In a meadow. The city of Sidon can be seen from a distance.
Elisa is with her lover Aminta, the shepherd. She assures him that the war between King Alessandro and Stratone, the tyrant of Sidon, will not affect their love for each other. Having deposed Stratone, Alessandro searches for the rightful heir to Sidon. He thinks that Aminta is the rightful heir. He comes to Aminta in disguise and offers him to take him to Alessandro. Aminta wants to remain a shepherd. Meantime, Agenore encounters his beloved Tamiri, daughter of Stratone. Tamiri is comforted to learn that Agenore still loves her.
Elisa gets permission from her father to marry Aminta. Aminta tells Elisa that he is the rightful heir to the throne and that his father was driven out by Stratone when he was a baby. Aminta promises to return to Elisa after claiming his throne. Aminta loves Elisa but Alessandro suggests that when Aminta is hailed king, royal duties take precedence over love. Alessandro suggests that Tamiri marry Aminta in order to ascend her father's throne. Aminta disagrees.

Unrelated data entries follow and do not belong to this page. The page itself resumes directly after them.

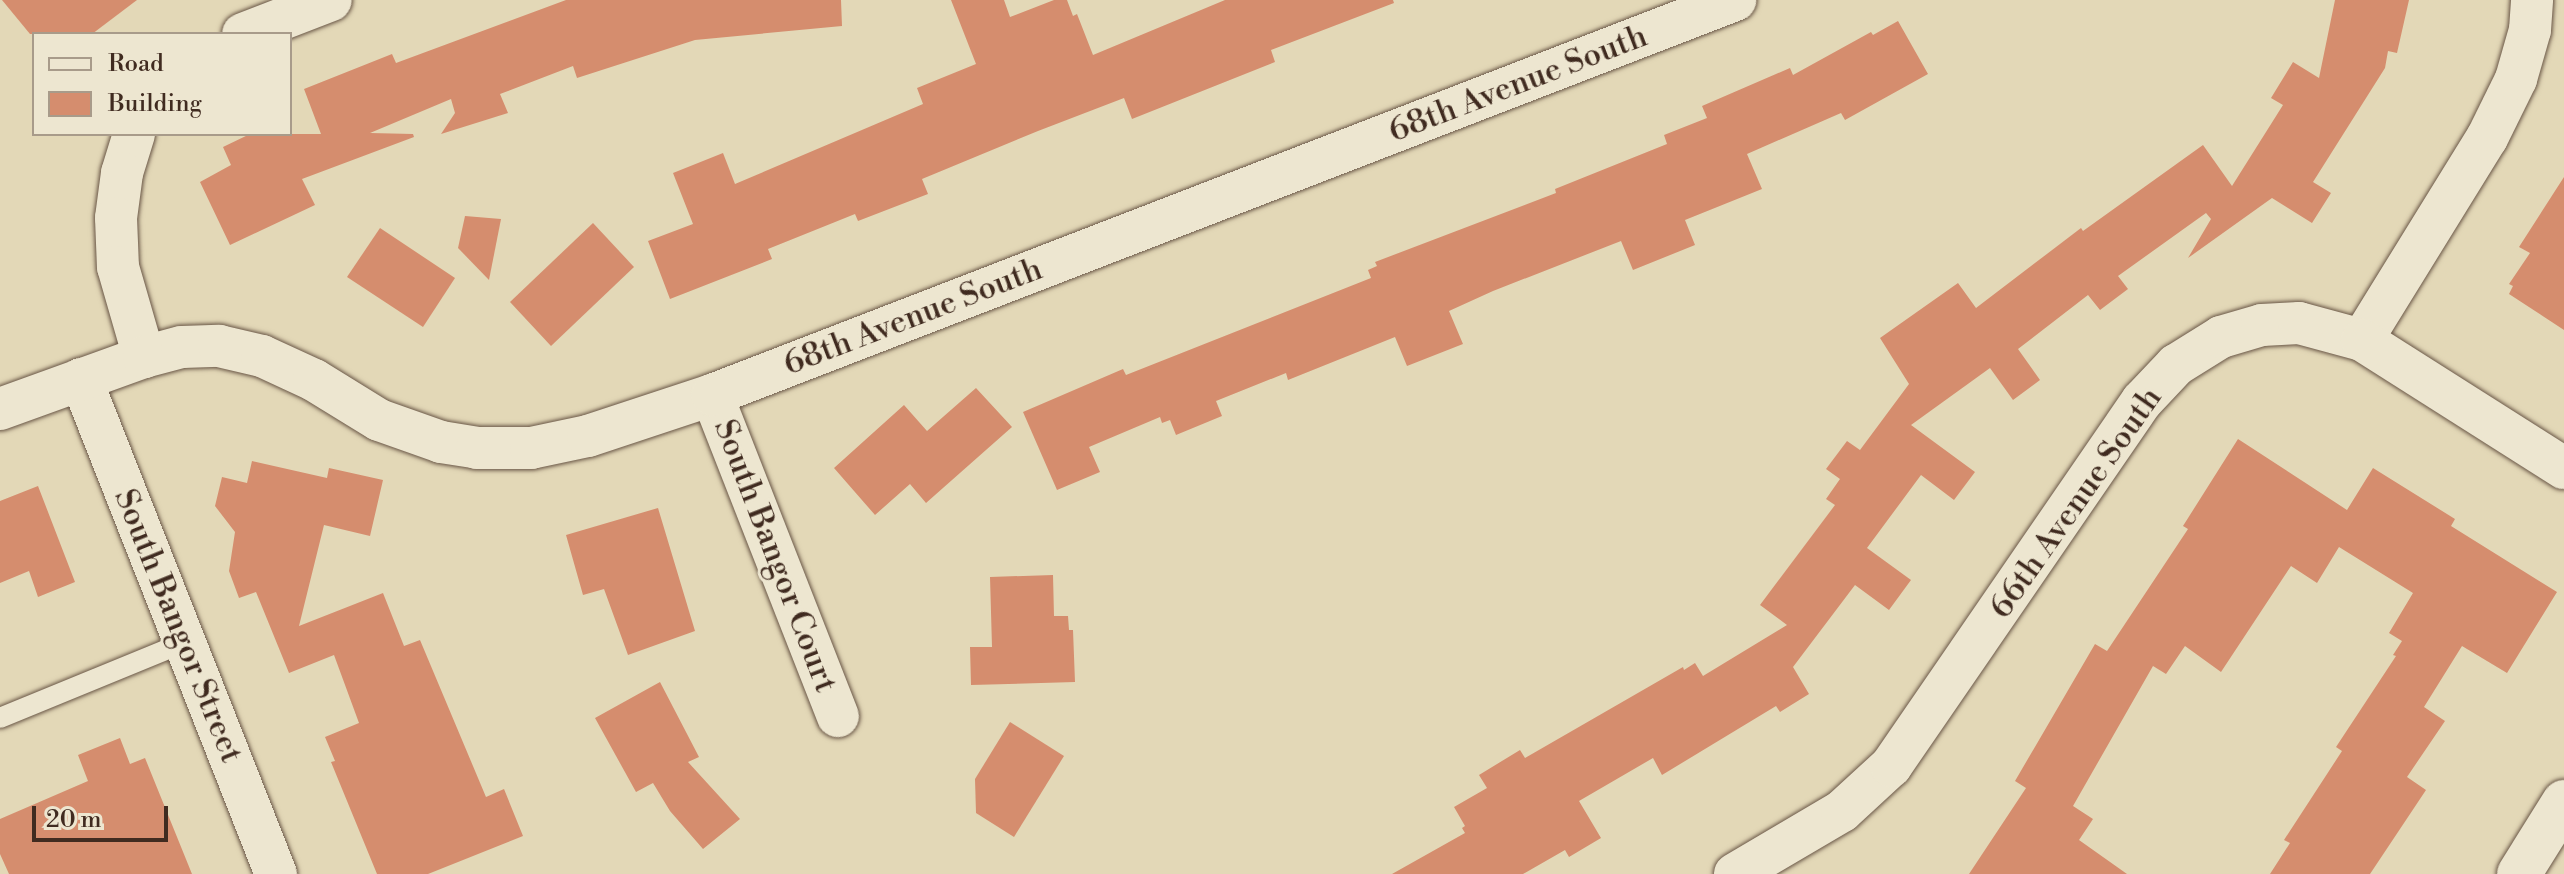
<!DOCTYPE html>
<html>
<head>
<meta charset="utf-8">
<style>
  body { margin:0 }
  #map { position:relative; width:2564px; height:874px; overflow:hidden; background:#e3d8b7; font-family:"Libre Bodoni",serif }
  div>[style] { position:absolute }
  .building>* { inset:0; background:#d58d6e }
  .roads { filter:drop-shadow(0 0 2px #695646) drop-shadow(0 0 2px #695646) }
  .service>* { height:20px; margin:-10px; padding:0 10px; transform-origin:10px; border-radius:10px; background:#ede6d0 }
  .minor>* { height:42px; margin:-21px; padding:0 21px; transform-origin:21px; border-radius:21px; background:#ede6d0 }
  .secondary>* { height:44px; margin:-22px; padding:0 22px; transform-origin:22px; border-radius:22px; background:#ede6d0 }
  span { translate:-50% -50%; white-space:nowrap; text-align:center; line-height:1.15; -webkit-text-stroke:6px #ede6d0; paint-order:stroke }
  .street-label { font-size:32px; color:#402b20 }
  .legend { position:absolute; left:32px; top:32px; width:260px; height:104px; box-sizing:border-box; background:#ede6d0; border:2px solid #a89b8a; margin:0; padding:10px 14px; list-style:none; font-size:24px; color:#402b20 }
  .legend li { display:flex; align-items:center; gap:16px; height:40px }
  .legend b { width:40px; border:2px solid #a89b8a }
  .scale { position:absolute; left:32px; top:806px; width:136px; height:36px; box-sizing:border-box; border:4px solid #402b20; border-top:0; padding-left:10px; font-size:24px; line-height:28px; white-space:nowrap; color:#402b20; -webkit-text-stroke:6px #ede6d0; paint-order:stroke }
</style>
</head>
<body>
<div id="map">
  <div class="building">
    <div style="clip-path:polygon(2px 0,137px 0,92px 34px,30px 34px)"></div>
    <div style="clip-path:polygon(566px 0,841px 0,842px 26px,695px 40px,577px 78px,573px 66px,500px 94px,508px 113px,441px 134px,455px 113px,451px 99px,370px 133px,413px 134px,414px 137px,302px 179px,315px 205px,230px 245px,200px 182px,231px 165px,223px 147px,250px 134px,321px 134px,304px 89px,392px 54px,396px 63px)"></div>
    <div style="clip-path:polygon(951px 0,1004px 0,1010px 17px,1054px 0,1067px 0,1073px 16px,1077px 14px,1093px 55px,1225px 0,1393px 0,1394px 3px,1271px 50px,1275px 62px,1132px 119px,1124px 98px,1038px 131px,922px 179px,928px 194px,858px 221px,855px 214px,768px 249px,772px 259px,670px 299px,648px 241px,693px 224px,673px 173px,723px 153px,735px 184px,923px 104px,917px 88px,976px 64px)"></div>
    <div style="clip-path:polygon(2335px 0,2409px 0,2397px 53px,2388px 51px,2385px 68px,2313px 182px,2331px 193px,2312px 223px,2272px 198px,2188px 258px,2211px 219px,2206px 213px,2118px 276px,2128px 289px,2100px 310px,2088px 295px,2018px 349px,2040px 380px,2013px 400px,1990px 368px,1911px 425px,1975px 472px,1954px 500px,1921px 475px,1867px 548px,1911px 580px,1889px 610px,1855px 585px,1793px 667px,1809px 694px,1780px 712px,1776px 706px,1662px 775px,1653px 758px,1579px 801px,1601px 838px,1569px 857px,1565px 850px,1523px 874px,1392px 874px,1465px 833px,1462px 828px,1465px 826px,1454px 807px,1487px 788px,1479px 775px,1520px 750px,1525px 758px,1683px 667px,1684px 670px,1695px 663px,1703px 676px,1787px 625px,1760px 605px,1835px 505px,1826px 499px,1840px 479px,1826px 469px,1847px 441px,1860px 450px,1909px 384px,1880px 338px,1958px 283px,1976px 308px,2081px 228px,2083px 231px,2203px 145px,2232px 186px,2283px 105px,2271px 98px,2293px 62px,2319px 78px)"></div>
    <div style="clip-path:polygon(1898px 21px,1928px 74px,1845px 120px,1841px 113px,1747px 154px,1762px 189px,1685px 220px,1695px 245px,1633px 270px,1621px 241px,1493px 291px,1449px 311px,1463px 344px,1407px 366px,1395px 337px,1288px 380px,1286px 373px,1216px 401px,1222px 416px,1176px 435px,1170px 420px,1162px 423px,1160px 417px,1089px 447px,1100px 472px,1057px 490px,1023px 412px,1123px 369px,1126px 375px,1371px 278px,1368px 270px,1377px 266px,1375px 262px,1556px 193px,1555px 189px,1667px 144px,1664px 135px,1707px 118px,1702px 106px,1790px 68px,1793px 75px,1871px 32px,1873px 35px)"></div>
    <div style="clip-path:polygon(2564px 177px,2564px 330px,2509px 294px,2513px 286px,2509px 284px,2530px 253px,2519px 247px)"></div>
    <div style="clip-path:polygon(465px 216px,501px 219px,489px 280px,458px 248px)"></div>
    <div style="clip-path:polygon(593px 223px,634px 267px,551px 346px,510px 302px)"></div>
    <div style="clip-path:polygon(380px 228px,455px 278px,423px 327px,347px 277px)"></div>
    <div style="clip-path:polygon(976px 388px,1012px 427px,926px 503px,910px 484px,875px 515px,834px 468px,904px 405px,927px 431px)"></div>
    <div style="clip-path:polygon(2238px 439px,2347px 510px,2373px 468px,2455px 519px,2451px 526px,2557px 592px,2507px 673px,2462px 646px,2424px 707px,2445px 721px,2407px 777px,2426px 790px,2370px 874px,2270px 874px,2290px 843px,2284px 840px,2342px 751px,2336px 747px,2396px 656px,2393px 655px,2402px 641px,2389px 633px,2413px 593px,2339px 547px,2317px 583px,2291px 566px,2221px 672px,2185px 646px,2166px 674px,2153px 666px,2073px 806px,2093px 819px,2079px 840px,2127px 874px,1969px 874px,2026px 788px,2015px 781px,2095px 644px,2107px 651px,2188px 529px,2183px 526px)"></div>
    <div style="clip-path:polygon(252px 461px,327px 478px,329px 468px,383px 480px,370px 536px,324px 525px,299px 626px,383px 593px,404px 646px,420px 640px,486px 797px,504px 789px,523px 836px,428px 874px,377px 874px,331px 762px,335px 761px,325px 737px,359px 723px,334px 655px,289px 673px,256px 592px,239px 598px,229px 571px,235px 532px,215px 506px,222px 477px,247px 483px)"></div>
    <div style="clip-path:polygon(38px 486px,75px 582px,38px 597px,29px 571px,0 583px,0 501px)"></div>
    <div style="clip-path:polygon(658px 508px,695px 631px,628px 655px,604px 589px,583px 595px,566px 535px)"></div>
    <div style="clip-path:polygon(1053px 575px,1054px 616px,1068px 616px,1069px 630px,1073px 630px,1075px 682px,971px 685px,970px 647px,992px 647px,990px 577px)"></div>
    <div style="clip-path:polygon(660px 682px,699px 757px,688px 762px,740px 819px,703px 849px,670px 811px,653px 783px,636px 792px,595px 718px)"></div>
    <div style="clip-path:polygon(1010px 722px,1064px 756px,1014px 837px,976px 813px,975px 779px)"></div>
    <div style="clip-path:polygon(120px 738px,130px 764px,145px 758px,192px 874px,9px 874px,0 854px,0 819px,88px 781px,78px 755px)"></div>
  </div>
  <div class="roads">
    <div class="service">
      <div style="left:0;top:718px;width:200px;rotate:-22.3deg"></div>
    </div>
    <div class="minor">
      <div style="left:243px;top:34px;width:94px;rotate:-21.1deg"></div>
      <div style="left:134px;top:134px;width:41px;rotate:107.1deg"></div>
      <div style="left:122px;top:173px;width:45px;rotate:97.6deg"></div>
      <div style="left:116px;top:218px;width:49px;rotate:87.7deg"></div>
      <div style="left:118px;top:267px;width:94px;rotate:73.9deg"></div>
      <div style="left:2362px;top:340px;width:238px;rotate:-58.3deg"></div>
      <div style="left:2487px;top:138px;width:66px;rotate:-63.8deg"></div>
      <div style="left:2516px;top:79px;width:51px;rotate:-74.1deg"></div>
      <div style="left:2530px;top:30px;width:30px;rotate:-86deg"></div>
      <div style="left:81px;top:379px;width:532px;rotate:68.5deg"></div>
      <div style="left:712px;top:395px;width:345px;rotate:68.6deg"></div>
      <div style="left:0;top:409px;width:153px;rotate:-19.9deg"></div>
      <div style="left:144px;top:357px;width:39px;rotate:-15deg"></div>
      <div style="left:182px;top:347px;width:37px;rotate:-2deg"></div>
      <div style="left:219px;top:346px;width:44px;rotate:13.1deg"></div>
      <div style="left:262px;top:356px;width:57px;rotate:24.8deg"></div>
      <div style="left:314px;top:380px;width:76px;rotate:31.6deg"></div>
      <div style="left:379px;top:420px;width:66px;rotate:19.5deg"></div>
      <div style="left:441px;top:442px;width:36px;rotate:9deg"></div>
      <div style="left:477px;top:448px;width:54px"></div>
      <div style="left:531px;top:448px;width:58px;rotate:-11.9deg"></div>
      <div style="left:588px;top:436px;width:131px;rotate:-18.3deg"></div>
      <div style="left:712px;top:395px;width:1097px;rotate:-21.11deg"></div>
      <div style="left:1735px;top:874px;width:124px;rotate:-30.5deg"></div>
      <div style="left:1842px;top:811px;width:67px;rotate:-42.6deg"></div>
      <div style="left:1891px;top:766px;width:443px;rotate:-55.5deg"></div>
      <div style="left:2142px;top:401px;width:50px;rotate:-46.6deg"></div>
      <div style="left:2176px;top:365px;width:53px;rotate:-31.9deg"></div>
      <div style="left:2221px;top:337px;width:43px;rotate:-16.3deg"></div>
      <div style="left:2262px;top:325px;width:37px;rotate:-3deg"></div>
      <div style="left:2299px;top:323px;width:65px;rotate:15.1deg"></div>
      <div style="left:2362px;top:340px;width:239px;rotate:32.4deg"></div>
    </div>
    <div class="secondary">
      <div style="left:2519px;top:874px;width:85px;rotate:-58deg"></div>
    </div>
  </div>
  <div class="street-label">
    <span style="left:1518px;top:84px;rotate:-21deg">68th Avenue South</span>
    <span style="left:913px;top:317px;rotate:-21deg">68th Avenue South</span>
    <span style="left:2076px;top:503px;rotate:-55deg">66th Avenue South</span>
    <span style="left:775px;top:556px;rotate:69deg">South Bangor Court</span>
    <span style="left:178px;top:626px;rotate:68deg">South Bangor Street</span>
  </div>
  <ul class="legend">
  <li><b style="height:10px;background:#ede6d0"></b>Road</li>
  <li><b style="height:22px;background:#d58d6e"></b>Building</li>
  </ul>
  <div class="scale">20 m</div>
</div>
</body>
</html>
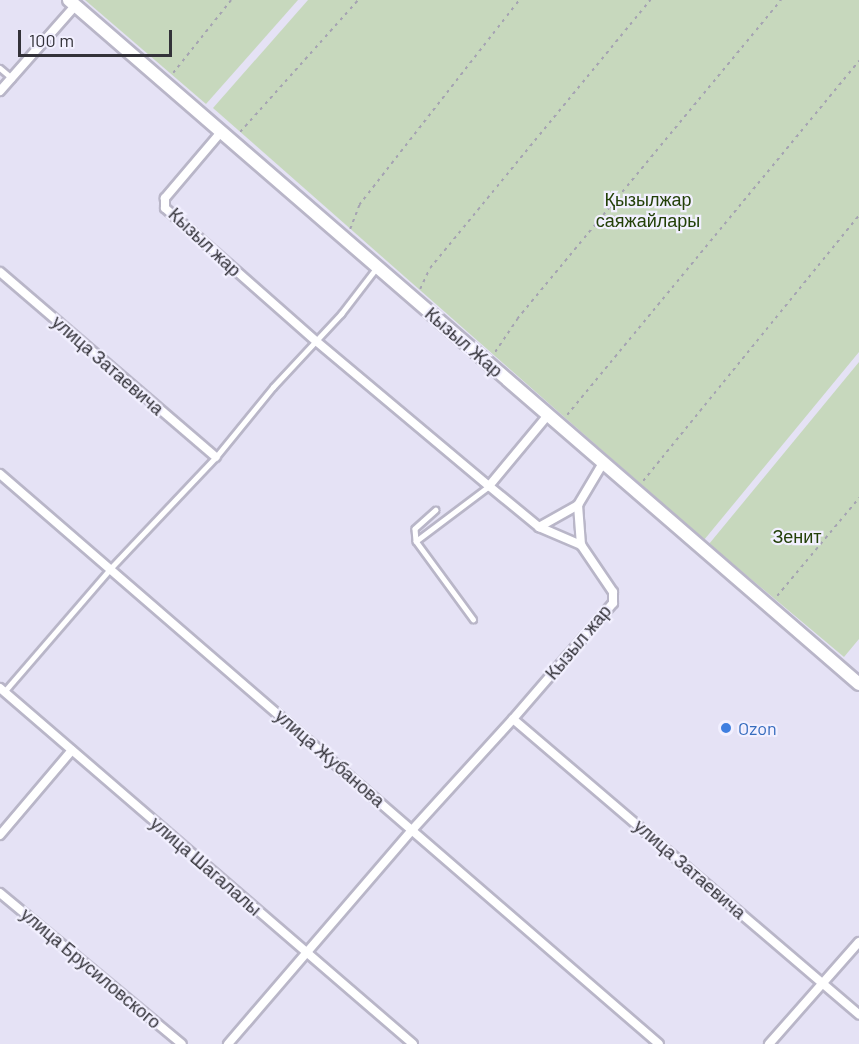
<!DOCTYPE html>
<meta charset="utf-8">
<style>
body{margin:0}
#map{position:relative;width:859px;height:1044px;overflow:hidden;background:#e5e2f5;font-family:Barlow,sans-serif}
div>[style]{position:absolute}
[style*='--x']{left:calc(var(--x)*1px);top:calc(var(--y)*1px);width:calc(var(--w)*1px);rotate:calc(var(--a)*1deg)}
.green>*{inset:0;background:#c7d8bd}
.path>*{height:1.5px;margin-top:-0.75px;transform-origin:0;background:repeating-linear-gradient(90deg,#a5a3b2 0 3px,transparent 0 7.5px)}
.roads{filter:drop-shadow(2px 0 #b9b6c8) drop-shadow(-2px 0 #b9b6c8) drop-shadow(0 2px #b9b6c8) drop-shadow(0 -2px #b9b6c8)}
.service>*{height:4.5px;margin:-2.25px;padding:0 2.25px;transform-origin:2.25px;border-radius:2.25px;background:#fff}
.minor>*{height:8px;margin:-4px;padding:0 4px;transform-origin:4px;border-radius:4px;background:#fff}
.secondary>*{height:12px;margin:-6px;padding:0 6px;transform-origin:6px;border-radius:6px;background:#fff}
.dots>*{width:16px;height:16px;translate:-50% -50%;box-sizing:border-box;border:3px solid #f2f0ff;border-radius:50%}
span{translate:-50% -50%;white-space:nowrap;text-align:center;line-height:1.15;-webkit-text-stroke:4.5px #f2f0ff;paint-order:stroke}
.park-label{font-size:18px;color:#234008}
.street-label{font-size:18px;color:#333239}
.shop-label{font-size:18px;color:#366cbe}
.left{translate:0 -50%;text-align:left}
.scale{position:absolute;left:18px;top:30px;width:154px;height:27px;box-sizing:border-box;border:3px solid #333239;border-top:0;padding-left:8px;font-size:18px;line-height:21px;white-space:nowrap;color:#333239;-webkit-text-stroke:4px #f2f0ff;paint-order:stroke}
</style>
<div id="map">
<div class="green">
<div style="clip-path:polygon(85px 0,298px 0,206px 104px)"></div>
<div style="clip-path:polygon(308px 0,859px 0,859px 352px,704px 540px,213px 108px)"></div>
<div style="clip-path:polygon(859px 362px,859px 639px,844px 657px,709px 544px)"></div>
</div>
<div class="path">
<div style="--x:173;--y:73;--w:93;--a:-51.5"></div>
<div style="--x:240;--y:132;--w:177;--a:-48.2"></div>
<div style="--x:350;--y:229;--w:26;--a:-69"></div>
<div style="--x:359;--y:205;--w:260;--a:-52"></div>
<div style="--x:420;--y:289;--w:23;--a:-65"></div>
<div style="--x:430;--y:268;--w:347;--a:-50.6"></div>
<div style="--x:495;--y:352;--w:40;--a:-56"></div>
<div style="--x:517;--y:319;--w:414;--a:-50.4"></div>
<div style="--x:567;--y:415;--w:459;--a:-50.5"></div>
<div style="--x:643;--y:481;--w:343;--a:-50.9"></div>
<div style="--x:777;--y:596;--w:128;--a:-50.1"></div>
</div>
<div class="roads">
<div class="service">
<div style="--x:0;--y:68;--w:16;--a:40"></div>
<div style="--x:436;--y:510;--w:28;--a:138"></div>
<div style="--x:415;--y:529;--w:12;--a:85"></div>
<div style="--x:416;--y:541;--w:91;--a:-37"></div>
<div style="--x:416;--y:541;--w:97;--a:53.8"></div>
<div style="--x:4;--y:692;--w:162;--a:-49.2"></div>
<div style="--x:110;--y:569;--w:154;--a:-46.6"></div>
<div style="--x:216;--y:457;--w:90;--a:-50.8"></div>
<div style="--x:273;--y:387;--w:100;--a:-47"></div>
<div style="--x:341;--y:314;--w:59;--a:-52.5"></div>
</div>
<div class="minor">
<div style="--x:0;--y:91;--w:113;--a:-48.6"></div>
<div style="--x:221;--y:132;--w:87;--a:130.3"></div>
<div style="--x:165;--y:198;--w:10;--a:90"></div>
<div style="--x:165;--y:208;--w:201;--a:41.4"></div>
<div style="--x:316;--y:341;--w:226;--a:40"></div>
<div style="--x:489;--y:486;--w:92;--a:-50.3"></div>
<div style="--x:0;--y:272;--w:284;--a:40.6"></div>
<div style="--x:0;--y:474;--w:871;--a:40.86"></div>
<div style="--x:489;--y:486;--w:65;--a:39.4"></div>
<div style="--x:539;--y:527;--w:46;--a:23.2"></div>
<div style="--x:539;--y:527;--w:45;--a:-29.4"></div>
<div style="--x:0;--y:688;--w:545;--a:40.76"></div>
<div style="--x:513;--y:719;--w:153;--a:-49.2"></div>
<div style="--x:613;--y:603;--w:11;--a:-90"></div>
<div style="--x:613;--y:592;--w:57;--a:-124.2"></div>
<div style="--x:581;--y:545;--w:40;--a:-94.3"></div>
<div style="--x:578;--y:505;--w:49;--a:-59.2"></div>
<div style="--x:0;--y:835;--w:111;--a:-49.7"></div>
<div style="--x:0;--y:893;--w:236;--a:39.7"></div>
<div style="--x:228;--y:1044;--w:284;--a:-49.3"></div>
<div style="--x:413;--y:829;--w:149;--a:-47.7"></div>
<div style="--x:513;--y:719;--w:455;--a:40.5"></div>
<div style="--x:769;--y:1044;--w:136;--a:-48.6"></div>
</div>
<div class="secondary">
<div style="--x:69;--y:0;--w:1045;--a:40.89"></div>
</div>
</div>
<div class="dots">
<div style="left:726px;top:728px;background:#3f7fe0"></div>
</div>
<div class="park-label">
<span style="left:648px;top:210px">Қызылжар<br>саяжайлары</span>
<span style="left:797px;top:536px">Зенит</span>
</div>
<div class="street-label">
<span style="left:205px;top:242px;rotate:43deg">Кызыл жар</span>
<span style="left:464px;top:342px;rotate:41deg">Кызыл Жар</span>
<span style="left:108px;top:365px;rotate:41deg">улица Затаевича</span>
<span style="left:578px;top:642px;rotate:-50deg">Кызыл жар</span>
<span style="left:330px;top:758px;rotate:41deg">улица Жубанова</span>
<span style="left:206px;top:866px;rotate:41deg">улица Шагалалы</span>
<span style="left:690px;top:869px;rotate:41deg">улица Затаевича</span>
<span style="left:91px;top:968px;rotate:40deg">улица Брусиловского</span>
</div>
<div class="shop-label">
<span class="left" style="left:738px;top:728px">Ozon</span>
</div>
<div class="scale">100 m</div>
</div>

Elisa is prevented by Agenore from seeing Aminta. He also discourages Aminta from pursuing her. Alessandro tells Aminta to dress like a king so he can be presented to his subjects. He also decides that Tamiri marry Aminta. Aminta is distraught. Agenore is upset. He breaks the news to Elisa. Tamiri does not want to marry Aminta. Agenore, too, is tormented by the planned marriage. Tamiri tells Alessandro that she and Agenore are in love. The women throw themselves onto Alessandro's mercy. Elisa begs him to give her back Aminta who declares his love for Elisa ("L'amerò, sarò costante" / I shall love her, I shall be constant). Realizing the potential injustice he was about to inflict, Alessandro tells Aminta to marry Elisa and Tamiri to marry Agenore. Aminta is crowned king of Sidon.